Don’t take over the NDIS, Rockliff urges Shorten
Laws to change the NDIS should be delayed until the states are clear what future disability services will fall to them, Tasmanian Premier Jeremy Rockliff says
Bill Shorten should delay new laws to change the NDIS until the states are clear about what disability support outside the scheme they will be required to provide, Tasmanian Premier Jeremy Rockliff said.
With the future of the National Disability Insurance Scheme amendment bill on the line over the next two sitting weeks of parliament, Mr Rockliff called on the NDIS Minister to hold off pushing its passage until state concerns are addressed, including the need for a new intergovernmental agreement on the scheme.
“I urge Minister Shorten not to bring on the bill in the Senate this week. There is too much at stake,” he said. “We have a lot to lose by the federal government running ramshod and taking over the NDIS. There are too many risks in terms of cost of the state, but most importantly the services that governments, state and federal, provide for people with disability.”

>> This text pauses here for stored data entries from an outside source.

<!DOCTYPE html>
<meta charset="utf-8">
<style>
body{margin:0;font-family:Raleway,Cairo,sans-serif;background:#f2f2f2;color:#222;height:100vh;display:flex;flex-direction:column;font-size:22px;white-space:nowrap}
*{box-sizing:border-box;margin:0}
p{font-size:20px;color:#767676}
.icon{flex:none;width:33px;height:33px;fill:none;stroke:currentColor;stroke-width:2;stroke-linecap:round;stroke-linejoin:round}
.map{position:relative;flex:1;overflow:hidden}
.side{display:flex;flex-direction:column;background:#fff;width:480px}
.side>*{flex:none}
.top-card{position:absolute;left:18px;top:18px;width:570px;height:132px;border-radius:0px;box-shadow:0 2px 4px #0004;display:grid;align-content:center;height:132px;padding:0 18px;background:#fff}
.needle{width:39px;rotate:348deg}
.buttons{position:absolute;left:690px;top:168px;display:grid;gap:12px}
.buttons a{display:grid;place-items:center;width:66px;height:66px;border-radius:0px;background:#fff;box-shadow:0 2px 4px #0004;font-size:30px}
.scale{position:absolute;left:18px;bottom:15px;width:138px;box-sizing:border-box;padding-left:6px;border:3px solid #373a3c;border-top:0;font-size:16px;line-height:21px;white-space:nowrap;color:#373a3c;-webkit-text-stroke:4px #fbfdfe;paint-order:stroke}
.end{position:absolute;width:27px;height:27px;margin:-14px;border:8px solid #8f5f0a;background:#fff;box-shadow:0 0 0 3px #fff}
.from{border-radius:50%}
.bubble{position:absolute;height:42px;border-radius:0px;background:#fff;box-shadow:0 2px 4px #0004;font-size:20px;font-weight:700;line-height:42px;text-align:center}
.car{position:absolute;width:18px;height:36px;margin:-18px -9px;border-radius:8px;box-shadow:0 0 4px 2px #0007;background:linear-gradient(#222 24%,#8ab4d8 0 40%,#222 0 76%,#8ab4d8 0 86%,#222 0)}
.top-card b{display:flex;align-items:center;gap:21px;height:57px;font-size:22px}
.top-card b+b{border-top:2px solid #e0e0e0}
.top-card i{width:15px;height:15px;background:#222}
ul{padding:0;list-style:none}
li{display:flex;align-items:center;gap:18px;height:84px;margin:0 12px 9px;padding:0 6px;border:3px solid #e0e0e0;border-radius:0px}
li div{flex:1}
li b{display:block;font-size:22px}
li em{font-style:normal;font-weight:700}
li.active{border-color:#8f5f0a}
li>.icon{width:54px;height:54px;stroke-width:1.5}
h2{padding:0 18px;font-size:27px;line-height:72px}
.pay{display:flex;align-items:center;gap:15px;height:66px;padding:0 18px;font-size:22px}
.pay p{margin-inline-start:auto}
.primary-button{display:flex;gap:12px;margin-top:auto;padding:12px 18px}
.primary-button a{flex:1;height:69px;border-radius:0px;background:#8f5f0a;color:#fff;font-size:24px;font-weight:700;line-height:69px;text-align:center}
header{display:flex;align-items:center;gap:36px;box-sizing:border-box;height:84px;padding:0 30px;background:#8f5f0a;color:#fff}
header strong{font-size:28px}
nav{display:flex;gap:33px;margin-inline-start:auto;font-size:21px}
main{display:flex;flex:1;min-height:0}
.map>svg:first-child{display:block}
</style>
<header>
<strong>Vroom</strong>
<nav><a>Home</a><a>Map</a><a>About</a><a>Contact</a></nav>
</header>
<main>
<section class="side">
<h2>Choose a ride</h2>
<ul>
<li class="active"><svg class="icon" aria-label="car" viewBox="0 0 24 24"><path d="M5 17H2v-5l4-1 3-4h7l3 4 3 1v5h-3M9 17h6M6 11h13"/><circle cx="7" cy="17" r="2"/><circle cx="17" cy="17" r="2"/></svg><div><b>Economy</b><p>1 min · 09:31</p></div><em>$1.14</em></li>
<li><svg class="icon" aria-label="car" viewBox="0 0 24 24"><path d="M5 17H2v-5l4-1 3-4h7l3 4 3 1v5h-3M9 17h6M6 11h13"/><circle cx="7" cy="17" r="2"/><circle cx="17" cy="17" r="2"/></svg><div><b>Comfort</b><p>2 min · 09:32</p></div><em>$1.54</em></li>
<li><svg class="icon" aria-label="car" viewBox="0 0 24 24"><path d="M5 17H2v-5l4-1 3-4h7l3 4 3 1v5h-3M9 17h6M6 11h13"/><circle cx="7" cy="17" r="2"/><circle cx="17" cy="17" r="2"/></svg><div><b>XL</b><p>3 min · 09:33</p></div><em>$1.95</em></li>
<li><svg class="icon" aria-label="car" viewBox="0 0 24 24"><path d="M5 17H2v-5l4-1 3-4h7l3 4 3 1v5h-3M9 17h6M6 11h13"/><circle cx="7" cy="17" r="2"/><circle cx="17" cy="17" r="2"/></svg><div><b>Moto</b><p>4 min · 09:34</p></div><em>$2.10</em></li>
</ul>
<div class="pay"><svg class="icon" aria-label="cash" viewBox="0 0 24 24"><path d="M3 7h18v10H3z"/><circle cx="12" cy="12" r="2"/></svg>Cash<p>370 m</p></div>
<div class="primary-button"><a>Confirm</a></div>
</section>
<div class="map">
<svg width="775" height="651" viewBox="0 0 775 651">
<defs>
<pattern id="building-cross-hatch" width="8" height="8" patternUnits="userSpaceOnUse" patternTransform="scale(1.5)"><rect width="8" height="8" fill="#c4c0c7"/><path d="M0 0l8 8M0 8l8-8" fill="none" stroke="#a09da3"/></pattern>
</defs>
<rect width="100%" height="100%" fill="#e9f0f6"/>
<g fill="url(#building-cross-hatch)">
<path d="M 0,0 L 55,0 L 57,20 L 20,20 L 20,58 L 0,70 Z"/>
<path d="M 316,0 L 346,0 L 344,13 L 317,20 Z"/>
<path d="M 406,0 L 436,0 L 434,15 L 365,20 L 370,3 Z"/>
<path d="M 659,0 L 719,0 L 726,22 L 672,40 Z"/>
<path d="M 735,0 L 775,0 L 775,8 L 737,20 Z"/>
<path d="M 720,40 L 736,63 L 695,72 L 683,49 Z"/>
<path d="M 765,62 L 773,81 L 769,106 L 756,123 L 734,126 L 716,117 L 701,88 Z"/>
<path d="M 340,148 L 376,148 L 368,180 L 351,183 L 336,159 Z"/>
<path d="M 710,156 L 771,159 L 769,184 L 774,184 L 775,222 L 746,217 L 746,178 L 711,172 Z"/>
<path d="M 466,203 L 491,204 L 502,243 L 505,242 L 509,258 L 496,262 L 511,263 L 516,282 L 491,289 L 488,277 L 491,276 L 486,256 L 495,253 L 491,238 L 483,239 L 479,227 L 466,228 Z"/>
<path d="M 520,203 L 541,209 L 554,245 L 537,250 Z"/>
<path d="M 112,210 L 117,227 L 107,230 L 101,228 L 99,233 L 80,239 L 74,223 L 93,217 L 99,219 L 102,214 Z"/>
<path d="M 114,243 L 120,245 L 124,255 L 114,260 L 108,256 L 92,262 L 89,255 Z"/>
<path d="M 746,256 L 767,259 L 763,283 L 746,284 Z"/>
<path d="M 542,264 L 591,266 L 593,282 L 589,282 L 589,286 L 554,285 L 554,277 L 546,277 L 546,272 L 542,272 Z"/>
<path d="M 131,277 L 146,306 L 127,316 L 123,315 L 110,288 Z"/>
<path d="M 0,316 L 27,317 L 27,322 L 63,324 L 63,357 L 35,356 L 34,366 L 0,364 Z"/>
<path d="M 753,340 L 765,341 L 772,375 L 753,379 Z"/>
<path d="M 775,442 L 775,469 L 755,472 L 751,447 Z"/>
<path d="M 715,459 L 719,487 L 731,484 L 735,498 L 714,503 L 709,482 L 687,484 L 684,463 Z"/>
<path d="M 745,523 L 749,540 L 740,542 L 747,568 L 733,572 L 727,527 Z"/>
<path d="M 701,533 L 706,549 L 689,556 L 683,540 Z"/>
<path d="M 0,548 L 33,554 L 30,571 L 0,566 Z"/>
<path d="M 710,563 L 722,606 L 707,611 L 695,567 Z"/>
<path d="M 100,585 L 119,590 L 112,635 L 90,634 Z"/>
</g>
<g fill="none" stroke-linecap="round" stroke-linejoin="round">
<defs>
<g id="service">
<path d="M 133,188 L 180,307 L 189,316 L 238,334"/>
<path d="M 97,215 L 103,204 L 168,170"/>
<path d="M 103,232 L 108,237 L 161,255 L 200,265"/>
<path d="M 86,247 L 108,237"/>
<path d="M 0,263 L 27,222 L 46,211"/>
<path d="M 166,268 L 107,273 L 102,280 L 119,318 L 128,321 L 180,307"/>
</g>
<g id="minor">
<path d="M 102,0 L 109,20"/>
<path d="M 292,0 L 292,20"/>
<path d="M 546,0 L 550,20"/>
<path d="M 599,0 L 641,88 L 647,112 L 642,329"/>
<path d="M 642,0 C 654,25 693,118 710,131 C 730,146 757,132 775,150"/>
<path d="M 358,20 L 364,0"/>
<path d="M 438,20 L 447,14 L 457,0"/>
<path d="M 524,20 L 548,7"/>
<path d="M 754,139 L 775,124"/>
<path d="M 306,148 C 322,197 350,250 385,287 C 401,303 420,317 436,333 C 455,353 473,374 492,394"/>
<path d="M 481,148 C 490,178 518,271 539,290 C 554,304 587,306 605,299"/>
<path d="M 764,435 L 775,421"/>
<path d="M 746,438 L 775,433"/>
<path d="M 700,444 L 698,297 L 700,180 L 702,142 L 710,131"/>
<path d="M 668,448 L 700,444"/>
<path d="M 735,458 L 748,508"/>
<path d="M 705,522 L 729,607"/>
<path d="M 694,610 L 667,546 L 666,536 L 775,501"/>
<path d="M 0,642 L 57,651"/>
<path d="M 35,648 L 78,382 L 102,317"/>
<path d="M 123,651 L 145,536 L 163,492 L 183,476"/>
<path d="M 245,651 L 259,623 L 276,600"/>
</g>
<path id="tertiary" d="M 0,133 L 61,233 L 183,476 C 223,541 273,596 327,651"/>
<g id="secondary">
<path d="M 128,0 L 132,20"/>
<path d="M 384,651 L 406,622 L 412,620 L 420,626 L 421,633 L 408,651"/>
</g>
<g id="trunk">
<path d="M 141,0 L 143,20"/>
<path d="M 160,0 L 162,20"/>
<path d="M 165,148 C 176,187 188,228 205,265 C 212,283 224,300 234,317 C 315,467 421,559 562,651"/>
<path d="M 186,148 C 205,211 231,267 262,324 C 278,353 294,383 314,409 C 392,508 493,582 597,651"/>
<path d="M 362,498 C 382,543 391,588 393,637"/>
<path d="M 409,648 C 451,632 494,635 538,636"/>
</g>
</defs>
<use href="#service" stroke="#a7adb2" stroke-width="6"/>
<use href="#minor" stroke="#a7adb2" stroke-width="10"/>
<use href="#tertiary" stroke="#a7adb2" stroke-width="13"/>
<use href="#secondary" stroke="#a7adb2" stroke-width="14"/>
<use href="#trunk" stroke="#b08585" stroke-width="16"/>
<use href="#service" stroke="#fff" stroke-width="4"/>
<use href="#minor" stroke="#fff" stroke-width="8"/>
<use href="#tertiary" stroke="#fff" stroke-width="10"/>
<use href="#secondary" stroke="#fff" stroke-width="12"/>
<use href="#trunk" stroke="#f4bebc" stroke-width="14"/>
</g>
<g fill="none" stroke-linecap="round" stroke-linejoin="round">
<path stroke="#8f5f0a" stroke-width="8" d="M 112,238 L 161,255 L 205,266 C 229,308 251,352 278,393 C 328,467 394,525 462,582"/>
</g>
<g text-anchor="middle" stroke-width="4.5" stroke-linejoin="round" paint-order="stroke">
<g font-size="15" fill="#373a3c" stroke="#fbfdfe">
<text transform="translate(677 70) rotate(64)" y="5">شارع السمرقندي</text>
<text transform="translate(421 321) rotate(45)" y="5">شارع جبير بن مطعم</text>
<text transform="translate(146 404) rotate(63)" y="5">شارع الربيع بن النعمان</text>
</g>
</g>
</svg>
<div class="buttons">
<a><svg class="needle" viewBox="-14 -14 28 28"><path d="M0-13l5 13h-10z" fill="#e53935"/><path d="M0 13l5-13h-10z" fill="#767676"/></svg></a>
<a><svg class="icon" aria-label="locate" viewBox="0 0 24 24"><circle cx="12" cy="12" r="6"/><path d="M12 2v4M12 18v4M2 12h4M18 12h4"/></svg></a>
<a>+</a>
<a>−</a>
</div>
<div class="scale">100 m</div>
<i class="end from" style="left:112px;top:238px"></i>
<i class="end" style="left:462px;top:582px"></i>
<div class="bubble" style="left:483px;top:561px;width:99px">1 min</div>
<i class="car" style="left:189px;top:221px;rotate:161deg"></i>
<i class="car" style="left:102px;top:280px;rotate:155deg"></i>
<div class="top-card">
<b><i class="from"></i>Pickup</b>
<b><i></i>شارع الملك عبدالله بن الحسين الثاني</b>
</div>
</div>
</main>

Mr Rockliff and South Australian Premier Peter Malinauskas met Mr Shorten 10 days ago on behalf of all state and territory leaders to express their concerns that the new bill gave the federal government sole power to determine the disability services outside the NDIS for which the states would be responsible.
He said the bill enabled the Albanese government to “make changes in the future at a whim (which) could come at the cost of people with disability”.

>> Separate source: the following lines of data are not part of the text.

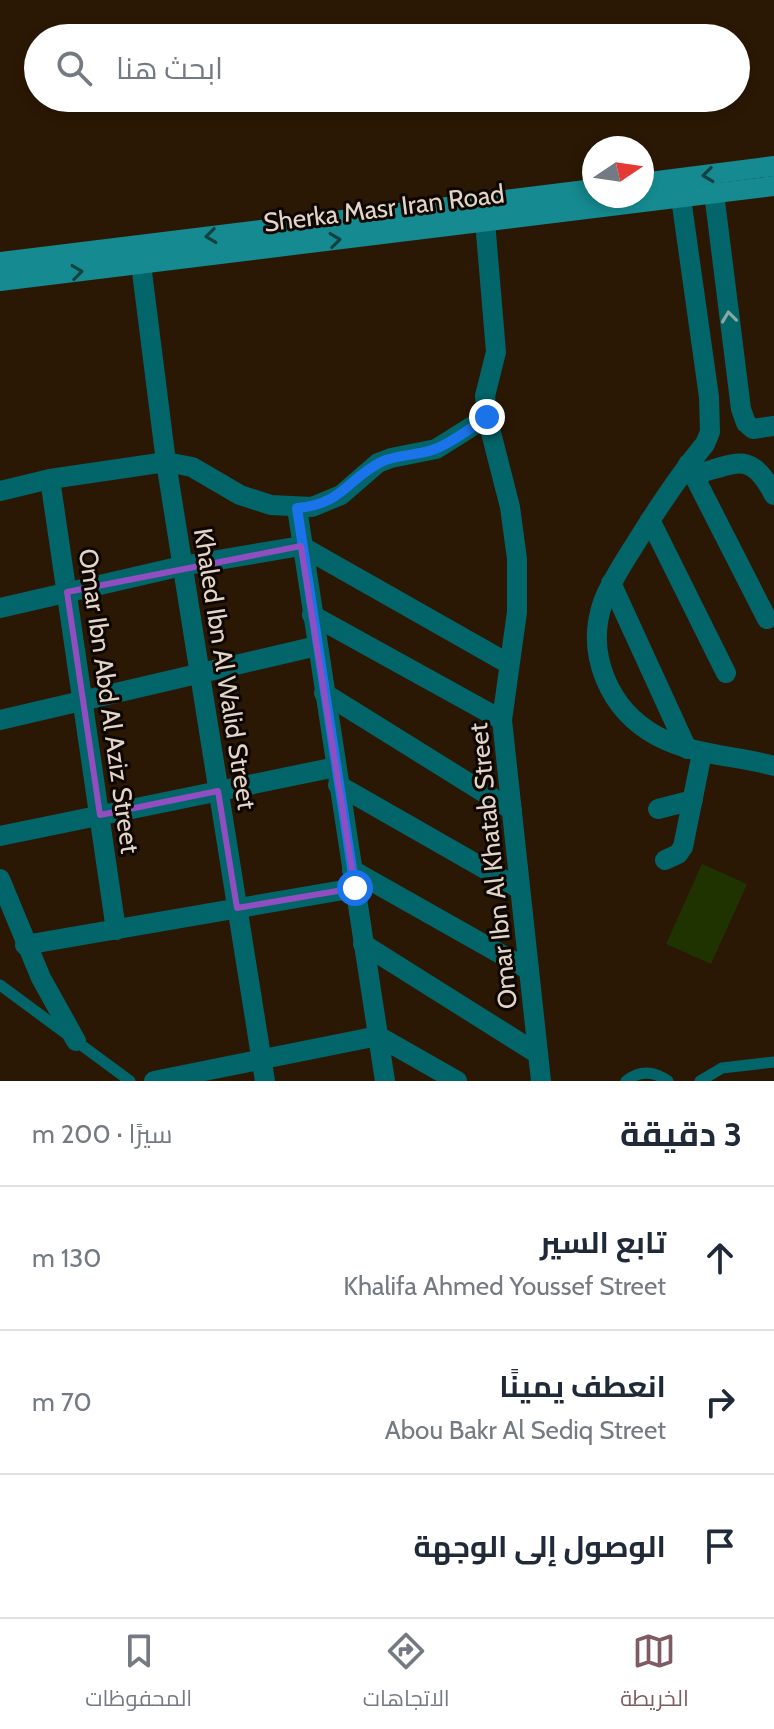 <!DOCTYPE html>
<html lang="ar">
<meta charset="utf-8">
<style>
body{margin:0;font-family:Cabin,Cairo,sans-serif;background:#f2f2f3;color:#1f2937;direction:rtl}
.compass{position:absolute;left:582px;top:136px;width:72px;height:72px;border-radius:50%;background:#fff;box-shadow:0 4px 12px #0003;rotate:77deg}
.stop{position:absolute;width:24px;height:24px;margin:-18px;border:6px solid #1a73e8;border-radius:50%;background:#fff}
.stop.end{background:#1a73e8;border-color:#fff;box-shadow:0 2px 8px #0008}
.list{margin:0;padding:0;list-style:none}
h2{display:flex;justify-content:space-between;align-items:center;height:104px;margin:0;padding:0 32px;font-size:34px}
h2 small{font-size:26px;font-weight:400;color:#747a83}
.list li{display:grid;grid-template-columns:52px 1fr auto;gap:24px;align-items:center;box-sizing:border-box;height:144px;padding:0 32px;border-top:2px solid #e0e1e3}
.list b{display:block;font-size:30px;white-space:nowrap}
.list p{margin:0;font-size:26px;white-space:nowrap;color:#747a83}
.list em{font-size:26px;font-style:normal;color:#747a83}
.icon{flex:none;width:44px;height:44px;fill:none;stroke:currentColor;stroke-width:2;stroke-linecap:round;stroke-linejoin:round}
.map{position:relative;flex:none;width:774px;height:1081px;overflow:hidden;direction:ltr}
.search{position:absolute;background:#fff;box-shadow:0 4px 12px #0003;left:24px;right:24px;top:24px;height:88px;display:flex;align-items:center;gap:20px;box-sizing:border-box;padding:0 28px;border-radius:44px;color:#747a83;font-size:30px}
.sheet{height:536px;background:#fff}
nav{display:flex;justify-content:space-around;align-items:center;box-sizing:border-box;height:112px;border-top:2px solid #e0e1e3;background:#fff;font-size:22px;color:#747a83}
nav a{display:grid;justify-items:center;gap:4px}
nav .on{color:#7f5c62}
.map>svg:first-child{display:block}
.green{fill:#1f3301}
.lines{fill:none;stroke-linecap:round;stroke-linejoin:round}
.lane{stroke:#026569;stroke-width:11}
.street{stroke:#026569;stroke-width:20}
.secondary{stroke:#158a90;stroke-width:20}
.oneway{stroke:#114141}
.oneway2{stroke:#88a8a2}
.route{stroke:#1a73e8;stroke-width:10}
.marked{fill:none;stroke:#904ec1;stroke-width:6;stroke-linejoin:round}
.labels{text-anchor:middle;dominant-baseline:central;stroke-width:6;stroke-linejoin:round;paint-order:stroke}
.street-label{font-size:26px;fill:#e2d4c8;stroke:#0d0601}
</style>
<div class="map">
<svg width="774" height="1081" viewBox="0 0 774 1081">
<rect width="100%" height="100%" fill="#2b1804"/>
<!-- green -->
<path class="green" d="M702,864L747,884L711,964L666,944Z"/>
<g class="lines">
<!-- lane -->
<g class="lane">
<path d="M0,985L130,1081"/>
<path d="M626,1081C640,1070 654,1071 668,1081"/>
<path d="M700,1081L722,1068L774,1062"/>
</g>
<!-- street -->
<g class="street">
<path d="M714,193L741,409L746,423L753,429L774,426"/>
<path d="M681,198L709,397L710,432L705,444C681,473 659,506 639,538C626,559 612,579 603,602C585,654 609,710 657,736C694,756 735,755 774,766"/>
<path d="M485,221L496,352L485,396L487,417L510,507L517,559V612L502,720L541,1081"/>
<path d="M141,264L166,462L265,1081"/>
<path d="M688,464L767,619"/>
<path d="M693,475C737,464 750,449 774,495"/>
<path d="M50,479L116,930"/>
<path d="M0,491L50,479L166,462L192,467L240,495L271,505L312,507L341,495L378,463L391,458L436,449L487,417"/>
<path d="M297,508L385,1081"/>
<path d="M650,520L726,673"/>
<path d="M611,583L687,749"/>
<path d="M0,608L182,566L301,546L509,664"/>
<path d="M312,615L502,720"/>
<path d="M324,693L512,810"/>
<path d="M0,720L317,646"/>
<path d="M338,785L520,889"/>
<path d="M658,809L693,800"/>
<path d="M0,836L336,767"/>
<path d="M665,860L678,854L683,847L702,753"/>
<path d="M352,870L529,970"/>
<path d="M0,879L41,978L76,1041"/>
<path d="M363,944L538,1054"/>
<path d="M25,945L355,888"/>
<path d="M154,1081L378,1036L457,1081"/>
</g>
<!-- secondary -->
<g class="secondary">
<path d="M642,183L774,166"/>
<path d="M0,262L594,189"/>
<path d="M0,281L774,186"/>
</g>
</g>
<!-- one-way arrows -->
<defs><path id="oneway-chevron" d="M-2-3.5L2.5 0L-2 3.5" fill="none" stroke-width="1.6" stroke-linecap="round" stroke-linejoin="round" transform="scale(2)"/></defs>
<g class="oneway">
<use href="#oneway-chevron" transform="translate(708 175) rotate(173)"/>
<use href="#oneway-chevron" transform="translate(211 236) rotate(173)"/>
<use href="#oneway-chevron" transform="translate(335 240) rotate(-7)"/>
<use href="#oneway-chevron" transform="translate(77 272) rotate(-7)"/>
</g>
<use class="oneway2" href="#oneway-chevron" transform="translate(729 317) rotate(-97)"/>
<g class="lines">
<!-- route -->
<path class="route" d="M355,888L297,508C343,504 346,480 381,462C398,454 417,456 435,449C453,442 471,428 487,417"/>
</g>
<!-- marked area -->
<path class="marked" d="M301,546L355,888L237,908L218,791L100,815L67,592Z"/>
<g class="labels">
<!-- street labels -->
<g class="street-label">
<text transform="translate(384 208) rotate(-7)">Sherka Masr Iran Road</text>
<text transform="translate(225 669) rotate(81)">Khaled Ibn Al Walid Street</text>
<text transform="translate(109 701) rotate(82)">Omar Ibn Abd Al Aziz Street</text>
<text transform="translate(493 866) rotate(-96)">Omar Ibn Al Khatab Street</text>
</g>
</g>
</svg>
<svg class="compass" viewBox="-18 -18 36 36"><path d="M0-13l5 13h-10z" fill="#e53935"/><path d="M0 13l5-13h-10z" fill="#747a83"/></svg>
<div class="stop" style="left:355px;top:888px"></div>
<div class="stop end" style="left:487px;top:417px"></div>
<div class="search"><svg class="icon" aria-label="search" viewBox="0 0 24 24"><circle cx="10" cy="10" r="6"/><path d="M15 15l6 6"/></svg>ابحث هنا</div>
</div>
<section class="sheet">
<h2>3 دقيقة<small>سيرًا · 200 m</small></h2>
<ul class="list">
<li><svg class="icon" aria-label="ahead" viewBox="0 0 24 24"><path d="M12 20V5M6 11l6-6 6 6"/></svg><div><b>تابع السير</b><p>Khalifa Ahmed Youssef Street</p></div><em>130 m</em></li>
<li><svg class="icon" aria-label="right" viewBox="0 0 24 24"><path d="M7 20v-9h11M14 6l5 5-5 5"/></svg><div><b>انعطف يمينًا</b><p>Abou Bakr Al Sediq Street</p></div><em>70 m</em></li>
<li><svg class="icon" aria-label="arrive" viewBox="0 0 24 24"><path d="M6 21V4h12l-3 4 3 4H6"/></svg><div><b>الوصول إلى الوجهة</b></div></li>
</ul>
</section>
<nav>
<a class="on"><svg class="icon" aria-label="map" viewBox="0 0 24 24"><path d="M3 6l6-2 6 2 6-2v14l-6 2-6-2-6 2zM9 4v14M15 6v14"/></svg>الخريطة</a>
<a><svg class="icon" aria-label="directions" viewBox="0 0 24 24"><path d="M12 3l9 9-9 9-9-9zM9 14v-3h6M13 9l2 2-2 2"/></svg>الاتجاهات</a>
<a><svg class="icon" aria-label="saved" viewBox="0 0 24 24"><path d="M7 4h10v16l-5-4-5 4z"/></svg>المحفوظات</a>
</nav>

“The bill as it stands … could have significant cost and social impacts on states,” Mr Rockliff said.
The federal government and the states are co-funders and co-governors of the NDIS, with the federal government contributing about 70 per cent of its cost, expected to be about $44bn this year.
The new bill is part of the Albanese government’s response to an independent NDIS review, which proposed a series of recommendations on how to rein in the escalating cost of the scheme and improve the experience for its 650,000 participants.
The review said that to bring the scheme back to its original intent of supporting the most profoundly disabled, new “foundational supports” for people with disability should be provided outside the NDIS.
These would include support in mainstream settings such as school and childcare for tens of thousands of children with autism and developmental delay.
These foundational supports have turned into a political battleground, with the states saying the proposed new legislation will give the federal government full power to determine responsibility for those supports.
Mr Malinauskas told The Australian earlier this month that the Albanese government had guaranteed the states would be no worse off under the new disability arrangements, but there had been “a decided lack of detail about what that funding will be”.
Mr Shorten pressed for the passage of the bill before the winter parliamentary break but was frustrated by opposition and crossbench senators who put it back to a committee for further review. He said the eight-week delay in finalising the new legislation would cost the NDIS more than $1bn and set back hopes of meeting an 8 per cent cost growth target by 2026 imposed by national cabinet.